Marina serra la serviette jusqu’à ce que ses jointures deviennent blanches.
—« Tatiana Semionovna, mais c’est— » elle n’eut pas le temps de finir.
—« J’ai déjà choisi de nouveaux rideaux ! » l’interrompit la belle-mère. « Ceux-ci sont trop sombres. Et le canapé doit être déplacé contre l’autre mur. »
Sergey intervint.
—« Maman, il est tard. Je te raccompagne ? »
—« Oh, mon fils, pas besoin. Je rentrerai seule. Et demain à trois heures, je viendrai avec Klavdiya Petrovna ! »
La porte se referma.

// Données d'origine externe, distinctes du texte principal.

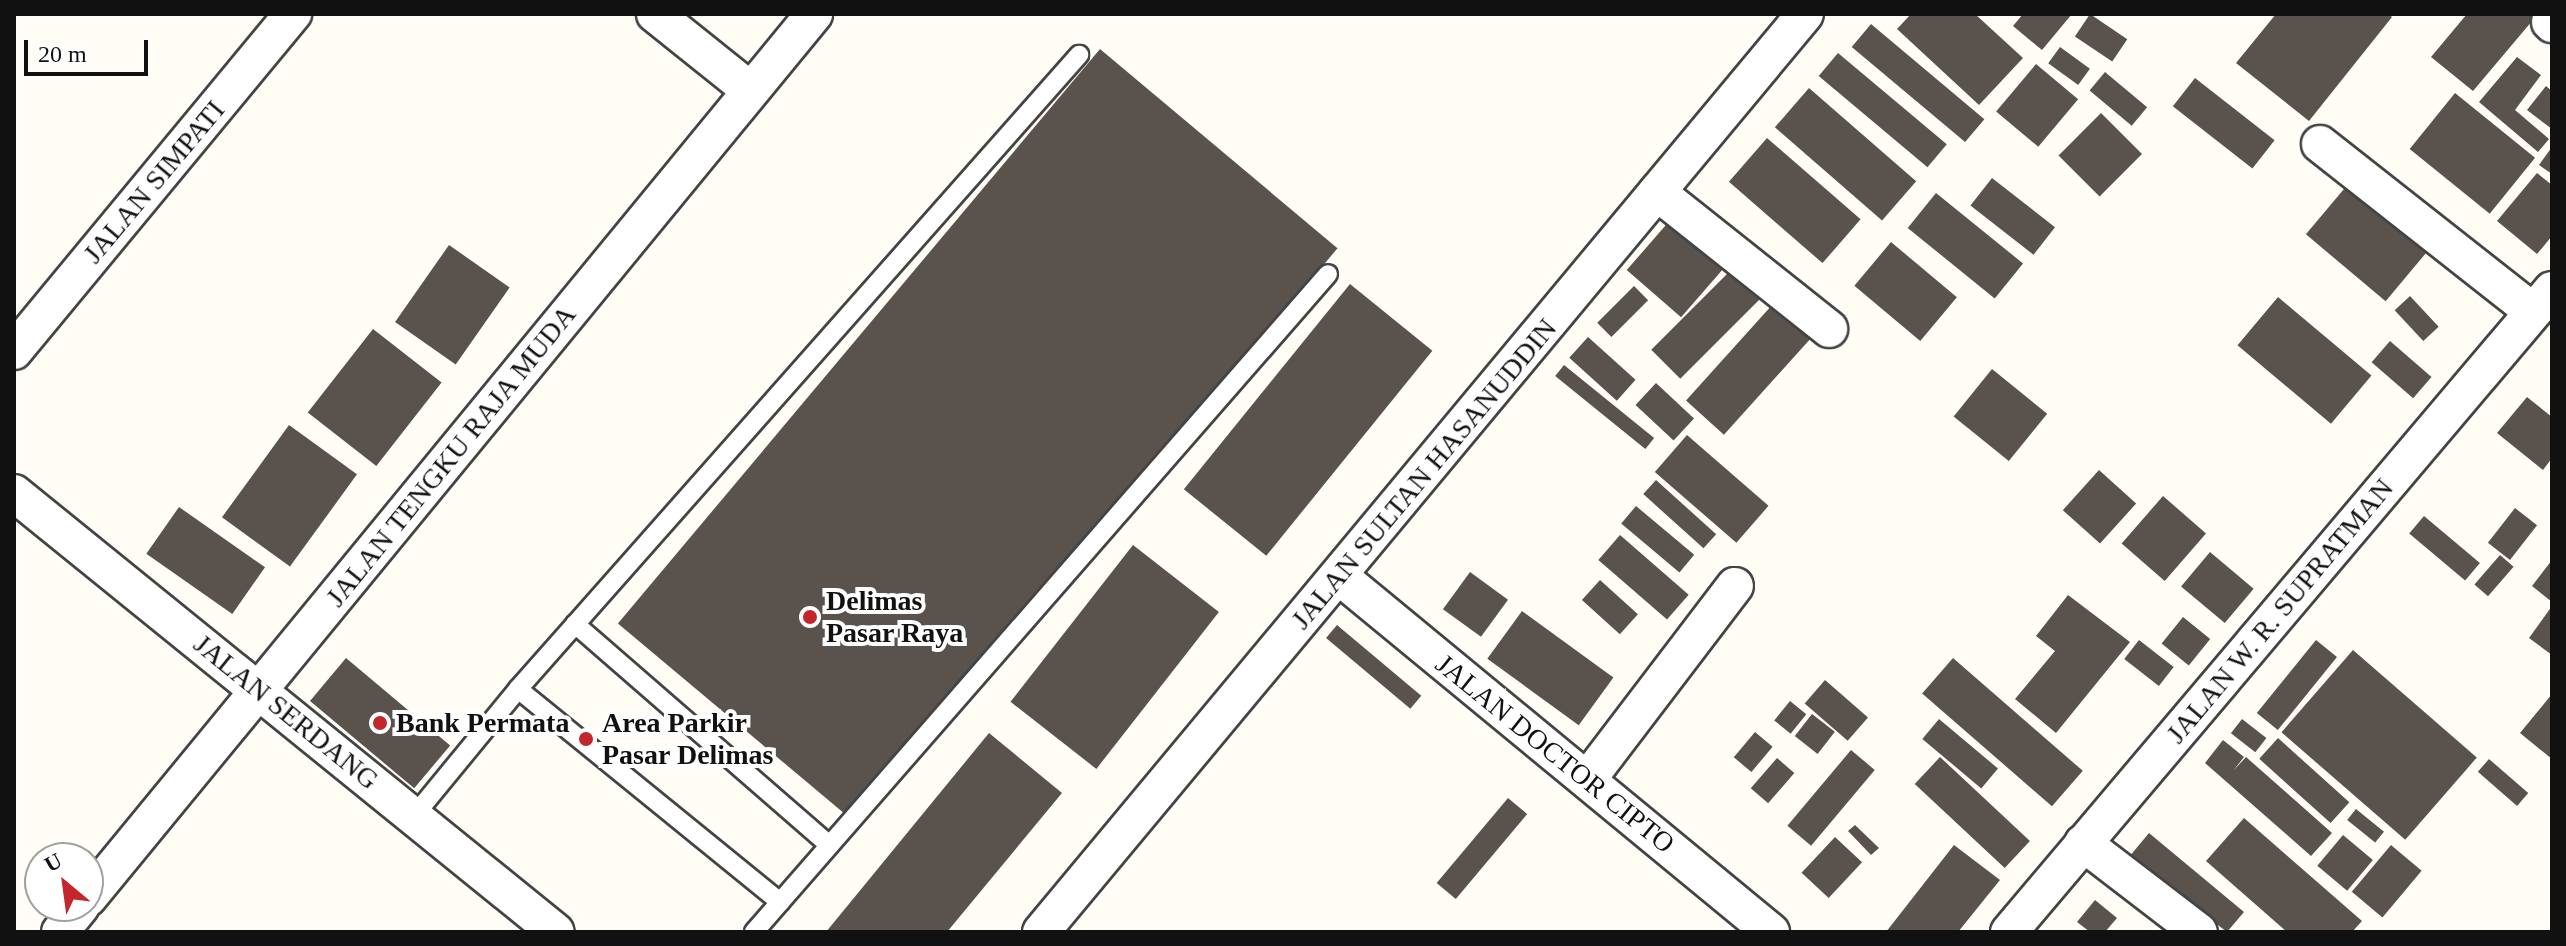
<!DOCTYPE html>
<html>
<head>
<meta charset="utf-8">
<style>
	body { margin:0 }
	#map { position:relative; width:2566px; height:946px; overflow:hidden; background:#fffdf5; font-family:"Times New Roman",serif }
	div>[style] { position:absolute }
	.building>* { inset:0; background:#5a524d; transform-origin:0 0 }
	.roads { filter:drop-shadow(2px 0 #444) drop-shadow(-2px 0 #444) drop-shadow(0 2px #444) drop-shadow(0 -2px #444) }
	.lane>* { height:18px; margin:-9px; padding:0 9px; transform-origin:9px; border-radius:9px; background:#fff }
	.street>* { height:36px; margin:-18px; padding:0 18px; transform-origin:18px; border-radius:18px; background:#fff }
	.dots>* { width:22px; height:22px; translate:-50% -50%; box-sizing:border-box; border:4px solid #fff; border-radius:50% }
	span { translate:-50% -50%; white-space:nowrap; text-align:center; line-height:1.15; -webkit-text-stroke:8px #fff; paint-order:stroke }
	.street-label { font-size:28px; color:#111 }
	.poi-label { font-size:28px; color:#111; font-weight:700 }
	.left { translate:0 -50%; text-align:left }
	.frame { position:absolute; inset:0; border:16px solid #111; pointer-events:none }
	.north { position:absolute; left:24px; top:842px; width:80px; height:80px; box-sizing:border-box; background:#fff; border:2px solid #a0a0a0; border-radius:50%; rotate:331deg; font-size:22px; font-weight:700; line-height:32px; text-align:center; color:#111 }
	.north::after { content:''; display:block; margin:auto; width:28px; height:36px; background:#c4262e; clip-path:polygon(50% 0,100% 100%,50% 72%,0 100%) }
	.scale { position:absolute; left:24px; top:40px; width:124px; height:36px; box-sizing:border-box; border:4px solid #111; border-top:0; padding-left:10px; font-size:24px; line-height:28px; white-space:nowrap; color:#111; -webkit-text-stroke:6px #fff; paint-order:stroke }
</style>
</head>
<body>
<div id="map">
	<div class="building">
		<i style="clip-path:polygon(1911px 14px,1975px 14px,2023px 58px,1979px 105px,1897px 29px)"></i>
		<i style="clip-path:polygon(2023px 14px,2072px 14px,2042px 50px,2013px 26px)"></i>
		<i style="left:2090px;top:14px;width:45px;height:27px;rotate:34deg"></i>
		<i style="clip-path:polygon(2276px 14px,2388px 14px,2392px 17px,2309px 121px,2236px 63px)"></i>
		<i style="clip-path:polygon(2467px 14px,2538px 14px,2473px 91px,2431px 57px)"></i>
		<i style="left:1871px;top:24px;width:148px;height:30px;rotate:40deg"></i>
		<i style="left:2060px;top:47px;width:37px;height:20px;rotate:36deg"></i>
		<i style="left:1100px;top:49px;width:310px;height:750px;rotate:40deg"></i>
		<i style="left:1838px;top:53px;width:142px;height:30px;rotate:40deg"></i>
		<i style="clip-path:polygon(2517px 57px,2541px 75px,2515px 110px,2549px 139px,2538px 152px,2479px 102px)"></i>
		<i style="left:2036px;top:64px;width:55px;height:62px;rotate:40deg"></i>
		<i style="left:2105px;top:72px;width:55px;height:24px;rotate:40deg"></i>
		<i style="left:2195px;top:78px;width:101px;height:36px;rotate:38deg"></i>
		<i style="clip-path:polygon(2546px 86px,2552px 91px,2552px 129px,2527px 110px)"></i>
		<i style="left:1809px;top:88px;width:142px;height:52px;rotate:41deg"></i>
		<i style="left:2455px;top:93px;width:103px;height:72px;rotate:39deg"></i>
		<i style="left:2101px;top:113px;width:58px;height:60px;rotate:45deg"></i>
		<i style="left:1767px;top:138px;width:124px;height:58px;rotate:41deg"></i>
		<i style="clip-path:polygon(2552px 147px,2552px 174px,2539px 165px)"></i>
		<i style="clip-path:polygon(2537px 173px,2552px 185px,2552px 236px,2537px 254px,2497px 221px)"></i>
		<i style="left:1992px;top:178px;width:80px;height:35px;rotate:38deg"></i>
		<i style="left:2349px;top:183px;width:104px;height:67px;rotate:40deg"></i>
		<i style="left:1936px;top:193px;width:112px;height:45px;rotate:39deg"></i>
		<i style="left:1672px;top:218px;width:72px;height:69px;rotate:41deg"></i>
		<i style="left:1891px;top:242px;width:86px;height:57px;rotate:40deg"></i>
		<i style="left:449px;top:245px;width:74px;height:94px;rotate:35deg"></i>
		<i style="left:1734px;top:267px;width:41px;height:117px;rotate:45deg"></i>
		<i style="left:1350px;top:284px;width:106px;height:264px;rotate:39deg"></i>
		<i style="left:1634px;top:286px;width:20px;height:52px;rotate:45deg"></i>
		<i style="left:2410px;top:296px;width:42px;height:21px;rotate:47deg"></i>
		<i style="left:2278px;top:297px;width:122px;height:63px;rotate:40deg"></i>
		<i style="left:1773px;top:304px;width:51px;height:130px;rotate:42deg"></i>
		<i style="left:373px;top:329px;width:87px;height:106px;rotate:38deg"></i>
		<i style="left:1588px;top:337px;width:64px;height:28px;rotate:42deg"></i>
		<i style="left:2390px;top:341px;width:55px;height:28px;rotate:41deg"></i>
		<i style="left:1564px;top:365px;width:116px;height:14px;rotate:39deg"></i>
		<i style="left:1992px;top:369px;width:71px;height:61px;rotate:39deg"></i>
		<i style="left:1656px;top:383px;width:52px;height:30px;rotate:43deg"></i>
		<i style="clip-path:polygon(2527px 397px,2552px 417px,2552px 458px,2543px 470px,2497px 433px)"></i>
		<i style="left:289px;top:425px;width:84px;height:114px;rotate:36deg"></i>
		<i style="left:1687px;top:435px;width:108px;height:49px;rotate:41deg"></i>
		<i style="left:2099px;top:470px;width:50px;height:54px;rotate:42deg"></i>
		<i style="left:1656px;top:480px;width:81px;height:19px;rotate:42deg"></i>
		<i style="left:2163px;top:496px;width:57px;height:63px;rotate:41deg"></i>
		<i style="left:1636px;top:506px;width:76px;height:23px;rotate:40deg"></i>
		<i style="left:179px;top:507px;width:105px;height:57px;rotate:35deg"></i>
		<i style="left:2515px;top:508px;width:28px;height:44px;rotate:38deg"></i>
		<i style="left:2424px;top:516px;width:73px;height:23px;rotate:40deg"></i>
		<i style="left:1620px;top:535px;width:91px;height:33px;rotate:41deg"></i>
		<i style="left:1133px;top:545px;width:109px;height:199px;rotate:38deg"></i>
		<i style="left:2210px;top:552px;width:57px;height:45px;rotate:40deg"></i>
		<i style="left:2500px;top:555px;width:18px;height:39px;rotate:41deg"></i>
		<i style="clip-path:polygon(2552px 560px,2552px 602px,2532px 586px)"></i>
		<i style="left:1470px;top:572px;width:47px;height:46px;rotate:36deg"></i>
		<i style="left:1600px;top:580px;width:51px;height:27px;rotate:42deg"></i>
		<i style="clip-path:polygon(2068px 595px,2130px 642px,2056px 733px,2015px 699px,2055px 651px,2036px 636px)"></i>
		<i style="clip-path:polygon(2552px 606px,2552px 655px,2529px 638px)"></i>
		<i style="left:1522px;top:611px;width:113px;height:59px;rotate:36deg"></i>
		<i style="left:2183px;top:617px;width:35px;height:34px;rotate:39deg"></i>
		<i style="left:1337px;top:625px;width:110px;height:17px;rotate:40deg"></i>
		<i style="left:2139px;top:640px;width:44px;height:24px;rotate:38deg"></i>
		<i style="left:2316px;top:640px;width:27px;height:94px;rotate:39deg"></i>
		<i style="left:2353px;top:650px;width:164px;height:109px;rotate:41deg"></i>
		<i style="left:346px;top:658px;width:136px;height:56px;rotate:40deg"></i>
		<i style="left:1953px;top:658px;width:172px;height:47px;rotate:41deg"></i>
		<i style="left:1825px;top:680px;width:57px;height:31px;rotate:41deg"></i>
		<i style="clip-path:polygon(2552px 694px,2552px 759px,2520px 733px)"></i>
		<i style="left:1790px;top:701px;width:21px;height:25px;rotate:39deg"></i>
		<i style="left:1812px;top:714px;width:29px;height:28px;rotate:38deg"></i>
		<i style="left:1939px;top:719px;width:77px;height:26px;rotate:40deg"></i>
		<i style="left:2242px;top:719px;width:31px;height:18px;rotate:38deg"></i>
		<i style="left:1755px;top:732px;width:23px;height:33px;rotate:40deg"></i>
		<i style="clip-path:polygon(989px 733px,1062px 793px,947px 932px,826px 932px)"></i>
		<i style="left:2278px;top:738px;width:96px;height:28px;rotate:42deg"></i>
		<i style="clip-path:polygon(2223px 740px,2244px 757px,2233px 771px,2246px 757px,2332px 833px,2311px 856px,2205px 763px)"></i>
		<i style="left:1851px;top:750px;width:31px;height:99px;rotate:40deg"></i>
		<i style="left:1940px;top:757px;width:123px;height:37px;rotate:43deg"></i>
		<i style="left:1777px;top:758px;width:23px;height:40px;rotate:41deg"></i>
		<i style="left:2489px;top:759px;width:52px;height:17px;rotate:41deg"></i>
		<i style="left:1508px;top:798px;width:25px;height:111px;rotate:40deg"></i>
		<i style="left:2356px;top:809px;width:36px;height:14px;rotate:39deg"></i>
		<i style="clip-path:polygon(2244px 818px,2362px 921px,2352px 932px,2287px 932px,2206px 861px)"></i>
		<i style="clip-path:polygon(1855px 825px,1879px 848px,1871px 855px,1848px 831px)"></i>
		<i style="clip-path:polygon(2149px 833px,2244px 912px,2227px 932px,2129px 857px)"></i>
		<i style="left:2343px;top:835px;width:39px;height:40px;rotate:40deg"></i>
		<i style="left:1835px;top:837px;width:37px;height:49px;rotate:43deg"></i>
		<i style="clip-path:polygon(1954px 845px,2000px 880px,1958px 932px,1886px 932px)"></i>
		<i style="left:2391px;top:845px;width:40px;height:61px;rotate:40deg"></i>
		<i style="clip-path:polygon(2095px 900px,2117px 918px,2105px 932px,2090px 932px,2077px 922px)"></i>
	</div>
	<div class="roads">
		<div class="lane">
			<i style="left:575px;top:624px;width:337px;rotate:41deg"></i>
			<i style="left:518px;top:689px;width:338px;rotate:39.1deg"></i>
			<i style="left:413px;top:817px;width:166px;rotate:-50.6deg"></i>
			<i style="left:518px;top:689px;width:847px;rotate:-48.5deg"></i>
			<i style="left:754px;top:932px;width:873px;rotate:-48.9deg"></i>
		</div>
		<div class="street">
			<i style="left:655px;top:14px;width:122px;rotate:38.7deg"></i>
			<i style="left:2550px;top:22px;width:3px;rotate:45deg"></i>
			<i style="left:2320px;top:144px;width:270px;rotate:38.2deg"></i>
			<i style="left:1657px;top:192px;width:220px;rotate:38.5deg"></i>
			<i style="left:14px;top:351px;width:438px;rotate:-50.4deg"></i>
			<i style="left:14px;top:493px;width:697px;rotate:39.01deg"></i>
			<i style="left:1339px;top:576px;width:560px;rotate:39.49deg"></i>
			<i style="left:1587px;top:780px;width:244px;rotate:-52.7deg"></i>
			<i style="left:2083px;top:843px;width:146px;rotate:37.5deg"></i>
			<i style="left:88px;top:898px;width:1144px;rotate:-50.6deg"></i>
			<i style="left:60px;top:932px;width:33px;rotate:-51deg"></i>
			<i style="left:1041px;top:932px;width:1194px;rotate:-50.23deg"></i>
			<i style="left:2009px;top:932px;width:841px;rotate:-49.78deg"></i>
		</div>
	</div>
	<div class="dots">
		<i style="left:810px;top:617px;background:#c4262e"></i>
		<i style="left:380px;top:723px;background:#c4262e"></i>
		<i style="left:586px;top:739px;background:#c4262e"></i>
	</div>
	<div class="street-label">
		<span style="left:154px;top:182px;rotate:-50deg">JALAN SIMPATI</span>
		<span style="left:451px;top:456px;rotate:-51deg">JALAN TENGKU RAJA MUDA</span>
		<span style="left:1424px;top:474px;rotate:-50deg">JALAN SULTAN HASANUDDIN</span>
		<span style="left:2280px;top:611px;rotate:-50deg">JALAN W. R. SUPRATMAN</span>
		<span style="left:286px;top:712px;rotate:39deg">JALAN SERDANG</span>
		<span style="left:1555px;top:754px;rotate:39deg">JALAN DOCTOR CIPTO</span>
	</div>
	<div class="poi-label">
		<span class="left" style="left:826px;top:617px">Delimas<br>Pasar Raya</span>
		<span class="left" style="left:396px;top:723px">Bank Permata</span>
		<span class="left" style="left:602px;top:739px">Area Parkir<br>Pasar Delimas</span>
	</div>
	<div class="frame"></div>
	<div class="north">U</div>
	<div class="scale">20 m</div>
</div>
</body>
</html>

Marina s’effondra sur le canapé.
—« Serge, tu n’as pas entendu ce qu’elle a dit ? Elle considère MON appartement COMME LE SIEN ! »
—« Marina, elle ne l’a dit que sur le coup de l’émotion, » haussa les épaules Sergey.
—« Sur le coup de l’émotion ?! Elle a déjà choisi mes rideaux ! C’est mon chez-moi ! Mes parents ont acheté cet appartement pour moi ! Avant notre mariage ! »
—« Calme-toi, » Sergey s’assit à côté d’elle. « Ne dramatise pas. »
—« Je dramatise ?! » Marina bondit. « Non, c’est fini ! Je ne vais pas supporter ça ! »
Le lendemain, Marina rentra plus tôt du travail et resta figée dans l’encadrement de la porte. Des voix provenaient de la cuisine. Elle entra lentement.
—« Et je pensais mettre mon buffet ici, » Tatiana Semionovna passa la main sur le mur. « Tu vois, Klava, il ira parfaitement. »
—« Bonsoir, » dit Marina d’un ton glacial.